Table Formats | Data Ecosystem Wiki

Thirty Launches in Thirty Days · Read the recap →

Contents

Table Formats

Table formats like Apache Iceberg, Delta Lake, and Apache Hudi add database semantics on top of Parquet files in object storage. They are the critical layer that turns a data lake into a data lakehouse.

A table format is a specification that tells a query engine how to treat a pile of files in object storage as a single, coherent database table. If that sounds modest, it isn't. Table formats are the layer that turns a swamp of Parquet files in S3 into something you can INSERT, UPDATE, DELETE, and MERGE into safely — without losing your mind or your data.
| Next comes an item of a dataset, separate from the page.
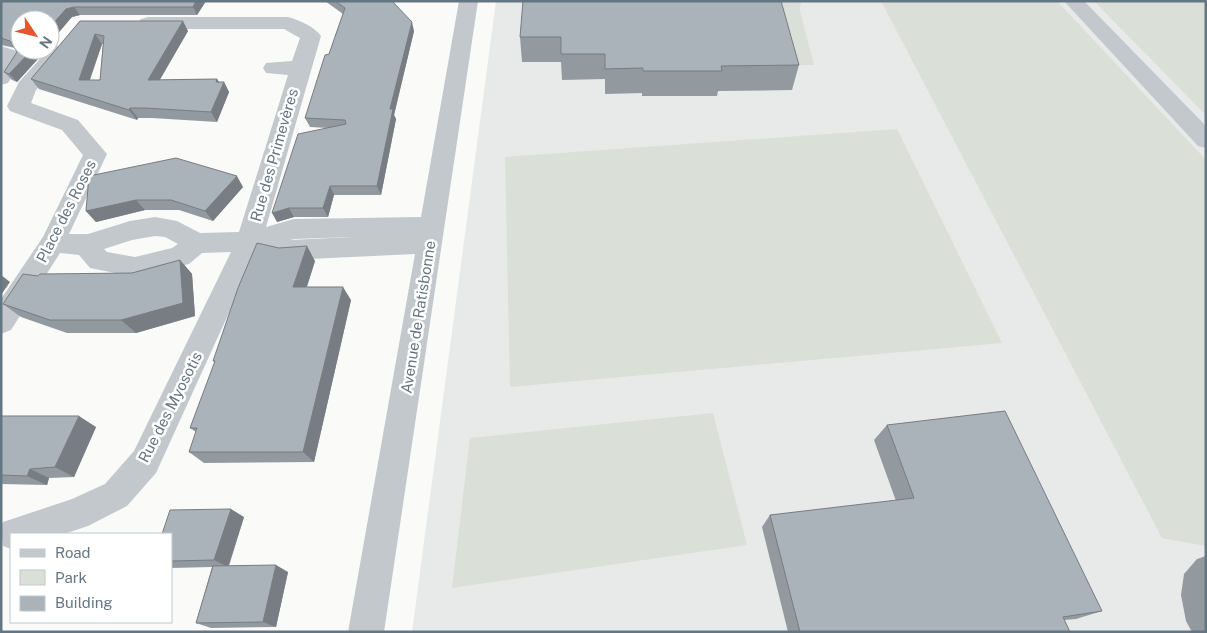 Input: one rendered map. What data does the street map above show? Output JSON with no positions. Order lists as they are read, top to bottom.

The best way to think about it: a table format is a filing system on top of files. Parquet alone is a folder of documents. A table format is the cabinet, the labels, the index cards, and the librarian who remembers what you changed yesterday and can put it back if you change your mind. Without a table format, a "table" on a data lake is just a directory convention and a prayer.

Why Table Formats Exist

For a decade, the data lake promise was seductive: dump Parquet files in S3, point a query engine at them, and you have infinite analytics for cheap. The reality was messier. If two jobs wrote to the same "table" simultaneously, you got corrupted reads. If a job failed halfway through, you were left with orphaned partial files. Schema changes required rewriting everything. There was no notion of a transaction, no rollback, no time travel, and no way to run an UPDATE without rebuilding entire partitions by hand.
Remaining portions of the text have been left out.